Laying on structures

Laying high-voltage power lines with different voltages is possible inside buildings. The most commonly used designs include:

• Tunnels. They are separate rooms, inside which the cables are located along the walls or on special structures. Such spaces are well protected and provide easy access to the installation and maintenance of the lines.
• Channels. These are ready-made structures made of plastic, reinforced concrete slabs and other materials, inside of which wires are located.
• Floor or mine. Premises specially adapted for the placement of power lines and the possibility of a person being there.
• Overpass. They are open structures that are laid on the ground, foundation, supporting structures with wires attached inside. Closed flyovers are called galleries.
• Placement in the free space of buildings - gaps, space under the floor.
• Cable block. Cables are laid underground in special pipes and brought to the surface using special plastic or concrete wells.

Insulation of cable power lines

The main condition when choosing materials for the insulation of power lines is that they should not conduct current. Typically, the following materials are used in the device of cable power lines:

• rubber of synthetic or natural origin (it has good flexibility, so lines made of such material are easy to lay even in hard-to-reach places);
• polyethylene (sufficiently resistant to chemical or other aggressive environments);
• PVC (the main advantage of such insulation is availability, although the material is inferior to others in terms of durability and various protective properties);
• fluoroplastic (highly resistant to various influences);
• paper-based materials (poorly resistant to chemical and natural influences, even in the presence of impregnation with a protective composition).

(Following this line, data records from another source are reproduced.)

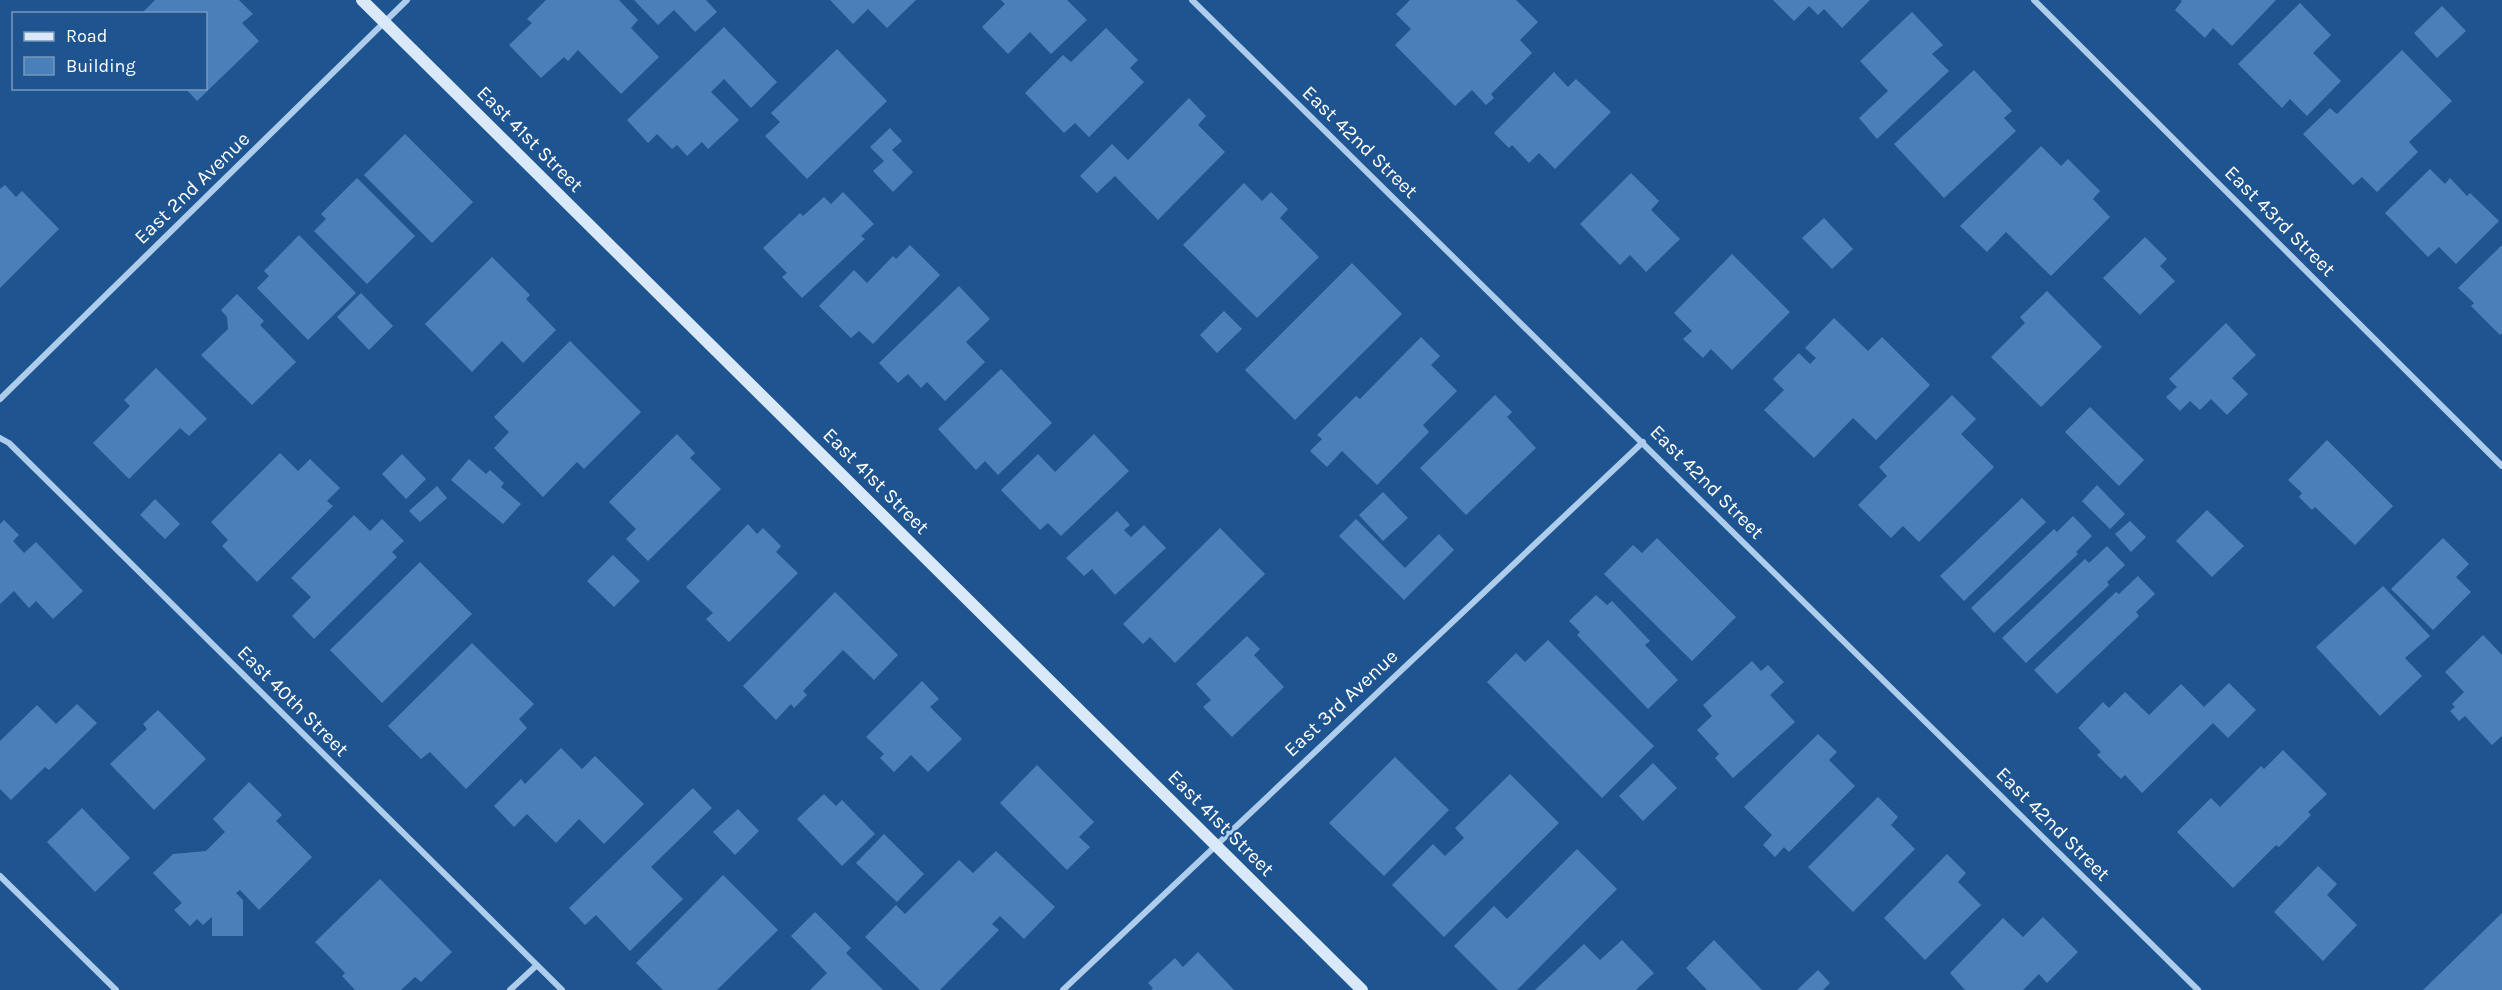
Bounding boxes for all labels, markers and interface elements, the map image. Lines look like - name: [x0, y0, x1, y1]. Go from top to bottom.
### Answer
- legend: [12, 12, 207, 90]
- text: Road: [66, 25, 107, 47]
- text: Building: [66, 55, 136, 77]
- street label: East 41st Street: [472, 81, 588, 197]
- street label: East 42nd Street: [1298, 81, 1423, 203]
- street label: East 2nd Avenue: [130, 127, 254, 249]
- street label: East 43rd Street: [2220, 161, 2340, 281]
- street label: East 42nd Street: [1645, 420, 1769, 544]
- street label: East 41st Street: [818, 423, 934, 539]
- street label: East 40th Street: [233, 641, 354, 762]
- street label: East 3rd Avenue: [1280, 645, 1402, 761]
- street label: East 42nd Street: [1991, 762, 2115, 886]
- street label: East 41st Street: [1163, 765, 1279, 881]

In addition to traditional solid materials, liquid insulators, as well as special gases, can be used for such lines.

Classification by purpose

Another characteristic according to which the classification of power lines takes place, taking into account voltage, is their purpose. Overhead lines are usually divided into: ultra-long, trunk, distribution. They differ depending on the power, type of recipient and sender of energy. These can be large stations or consumers - factories, settlements.

ultra-long

The main purpose of these lines is the connection between different energy systems. The voltage in these overhead lines starts from 500 kV.

Trunk

This power transmission line format assumes a voltage in the network of 220 and 330 kV. Trunk lines ensure the transmission of energy from power plants to distribution points. They can also be used to connect various power plants.

Distribution

The type of distribution lines includes networks under voltage of 35, 110 and 150 kV. With their help, there is a movement of electrical energy from distribution networks to settlements, as well as large enterprises. Lines with a voltage of less than 20 kV are used to ensure the supply of energy to end consumers, including for connecting electricity to the site.

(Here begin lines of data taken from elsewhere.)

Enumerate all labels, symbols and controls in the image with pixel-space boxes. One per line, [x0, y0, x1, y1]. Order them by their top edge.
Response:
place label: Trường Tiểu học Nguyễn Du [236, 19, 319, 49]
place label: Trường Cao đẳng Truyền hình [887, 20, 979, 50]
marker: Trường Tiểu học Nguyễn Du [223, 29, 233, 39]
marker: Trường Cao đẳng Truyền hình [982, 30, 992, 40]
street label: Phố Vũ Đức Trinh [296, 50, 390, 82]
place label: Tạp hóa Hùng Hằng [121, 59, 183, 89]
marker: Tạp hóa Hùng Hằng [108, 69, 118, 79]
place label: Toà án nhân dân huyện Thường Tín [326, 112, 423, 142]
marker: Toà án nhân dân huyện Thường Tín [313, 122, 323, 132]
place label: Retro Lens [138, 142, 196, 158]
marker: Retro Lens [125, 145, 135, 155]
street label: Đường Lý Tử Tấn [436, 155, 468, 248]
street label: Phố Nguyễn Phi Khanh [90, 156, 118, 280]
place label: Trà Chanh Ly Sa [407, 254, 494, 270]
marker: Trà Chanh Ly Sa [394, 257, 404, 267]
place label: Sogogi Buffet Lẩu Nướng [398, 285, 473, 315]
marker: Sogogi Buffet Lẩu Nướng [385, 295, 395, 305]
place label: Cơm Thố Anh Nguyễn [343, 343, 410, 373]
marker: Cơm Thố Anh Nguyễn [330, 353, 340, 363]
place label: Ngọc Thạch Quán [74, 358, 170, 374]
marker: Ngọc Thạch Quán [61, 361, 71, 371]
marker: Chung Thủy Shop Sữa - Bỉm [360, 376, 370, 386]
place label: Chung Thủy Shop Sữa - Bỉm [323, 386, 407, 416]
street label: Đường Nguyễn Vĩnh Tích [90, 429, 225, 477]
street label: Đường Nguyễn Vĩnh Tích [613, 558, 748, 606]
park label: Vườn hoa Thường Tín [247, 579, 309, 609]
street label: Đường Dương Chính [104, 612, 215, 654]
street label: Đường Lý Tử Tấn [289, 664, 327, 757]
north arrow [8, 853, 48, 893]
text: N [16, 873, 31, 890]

Construction and repair of power lines

Laying networks of high-voltage cable power lines and overhead lines is a necessary way to provide energy to any objects. With their help, electricity is transmitted over any distance.

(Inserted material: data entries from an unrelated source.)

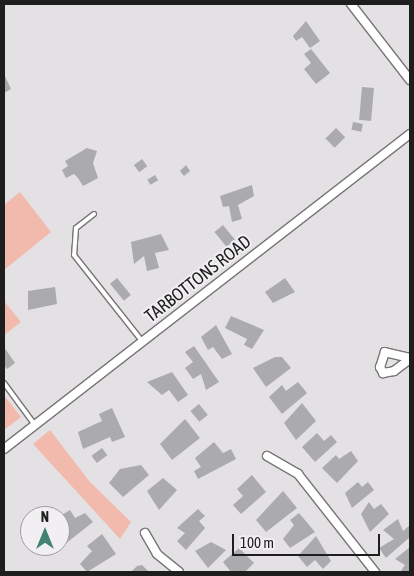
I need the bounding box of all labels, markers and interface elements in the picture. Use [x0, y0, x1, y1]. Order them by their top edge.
street label: TARBOTTONS ROAD [141, 231, 255, 327]
north arrow [20, 506, 70, 556]
text: N [41, 509, 49, 525]
scale bar [234, 524, 382, 556]
text: 100 m [240, 534, 274, 551]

The construction of networks for any purpose is a complex process that includes several stages:

• Survey of the area.
• Line design, budgeting, technical documentation.
• Preparation of the territory, selection and purchase of materials.
• Assembly of supporting elements or preparation for cable installation.
• Installation or laying of wires, suspension devices, strengthening of power lines.
• Improvement of the territory and preparation of the line for launch.
• Commissioning, official registration of documentation.

To provide effective work the line requires its competent maintenance, timely repair and, if necessary, reconstruction. All such activities must be carried out in accordance with the PUE (rules for technical installations).

Repair electrical lines divided into current and capital. During the first, the state of the system is monitored, work is carried out to replace various elements. Overhaul involves more serious work, which may include the replacement of supports, the hauling of lines, the replacement of entire sections. All types of work are determined depending on the state of the power transmission line.